**PROBLEM TO SOLVE:**
Gather each line in the entries that includes the string "Boulevard".

Saved entries:
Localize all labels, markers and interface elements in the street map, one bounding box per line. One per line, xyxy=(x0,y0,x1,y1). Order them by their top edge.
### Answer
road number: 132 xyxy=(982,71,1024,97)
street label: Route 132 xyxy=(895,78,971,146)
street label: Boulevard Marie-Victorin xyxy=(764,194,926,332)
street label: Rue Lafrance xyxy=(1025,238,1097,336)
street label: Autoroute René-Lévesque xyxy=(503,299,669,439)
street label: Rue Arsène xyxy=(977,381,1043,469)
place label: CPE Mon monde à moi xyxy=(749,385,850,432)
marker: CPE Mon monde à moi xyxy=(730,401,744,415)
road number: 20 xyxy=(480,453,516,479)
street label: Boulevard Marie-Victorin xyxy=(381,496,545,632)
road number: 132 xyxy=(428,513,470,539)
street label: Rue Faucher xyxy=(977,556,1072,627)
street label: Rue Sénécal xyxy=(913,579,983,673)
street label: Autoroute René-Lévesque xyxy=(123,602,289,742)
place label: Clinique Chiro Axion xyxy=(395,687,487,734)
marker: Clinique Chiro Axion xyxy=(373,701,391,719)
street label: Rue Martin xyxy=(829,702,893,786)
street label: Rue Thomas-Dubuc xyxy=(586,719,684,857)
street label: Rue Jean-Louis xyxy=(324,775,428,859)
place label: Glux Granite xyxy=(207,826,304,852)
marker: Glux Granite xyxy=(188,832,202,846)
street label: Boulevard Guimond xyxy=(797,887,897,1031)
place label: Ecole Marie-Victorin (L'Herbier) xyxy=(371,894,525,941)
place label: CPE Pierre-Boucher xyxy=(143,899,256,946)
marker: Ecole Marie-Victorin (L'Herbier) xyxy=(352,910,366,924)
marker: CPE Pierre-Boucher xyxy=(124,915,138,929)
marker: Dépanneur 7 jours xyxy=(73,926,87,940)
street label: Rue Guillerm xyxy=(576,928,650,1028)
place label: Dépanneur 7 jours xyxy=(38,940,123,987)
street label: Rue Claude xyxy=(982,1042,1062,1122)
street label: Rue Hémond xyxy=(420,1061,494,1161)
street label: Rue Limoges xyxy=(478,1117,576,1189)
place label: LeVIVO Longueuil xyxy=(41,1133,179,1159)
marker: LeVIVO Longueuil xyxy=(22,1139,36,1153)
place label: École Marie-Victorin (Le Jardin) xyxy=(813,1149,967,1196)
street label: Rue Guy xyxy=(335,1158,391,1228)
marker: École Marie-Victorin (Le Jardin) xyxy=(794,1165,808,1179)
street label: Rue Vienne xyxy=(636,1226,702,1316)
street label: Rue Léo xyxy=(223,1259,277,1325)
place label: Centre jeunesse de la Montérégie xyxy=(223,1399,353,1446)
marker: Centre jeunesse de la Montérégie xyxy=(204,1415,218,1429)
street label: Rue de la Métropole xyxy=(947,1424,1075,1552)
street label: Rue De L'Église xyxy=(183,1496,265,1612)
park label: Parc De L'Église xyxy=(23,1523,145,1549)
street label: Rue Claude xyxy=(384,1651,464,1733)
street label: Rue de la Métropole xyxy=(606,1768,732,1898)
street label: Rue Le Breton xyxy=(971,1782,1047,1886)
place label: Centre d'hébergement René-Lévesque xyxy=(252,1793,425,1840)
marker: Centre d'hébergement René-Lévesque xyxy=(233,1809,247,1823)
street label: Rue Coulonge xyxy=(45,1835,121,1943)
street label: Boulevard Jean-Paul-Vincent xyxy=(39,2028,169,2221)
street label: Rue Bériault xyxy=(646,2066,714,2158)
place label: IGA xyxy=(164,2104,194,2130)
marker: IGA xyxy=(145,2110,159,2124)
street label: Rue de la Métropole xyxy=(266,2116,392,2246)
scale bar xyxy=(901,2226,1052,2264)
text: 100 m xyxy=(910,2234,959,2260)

**EXERCISE OUTPUT:**
street label: Boulevard Marie-Victorin xyxy=(764,194,926,332)
street label: Boulevard Marie-Victorin xyxy=(381,496,545,632)
street label: Boulevard Guimond xyxy=(797,887,897,1031)
street label: Boulevard Jean-Paul-Vincent xyxy=(39,2028,169,2221)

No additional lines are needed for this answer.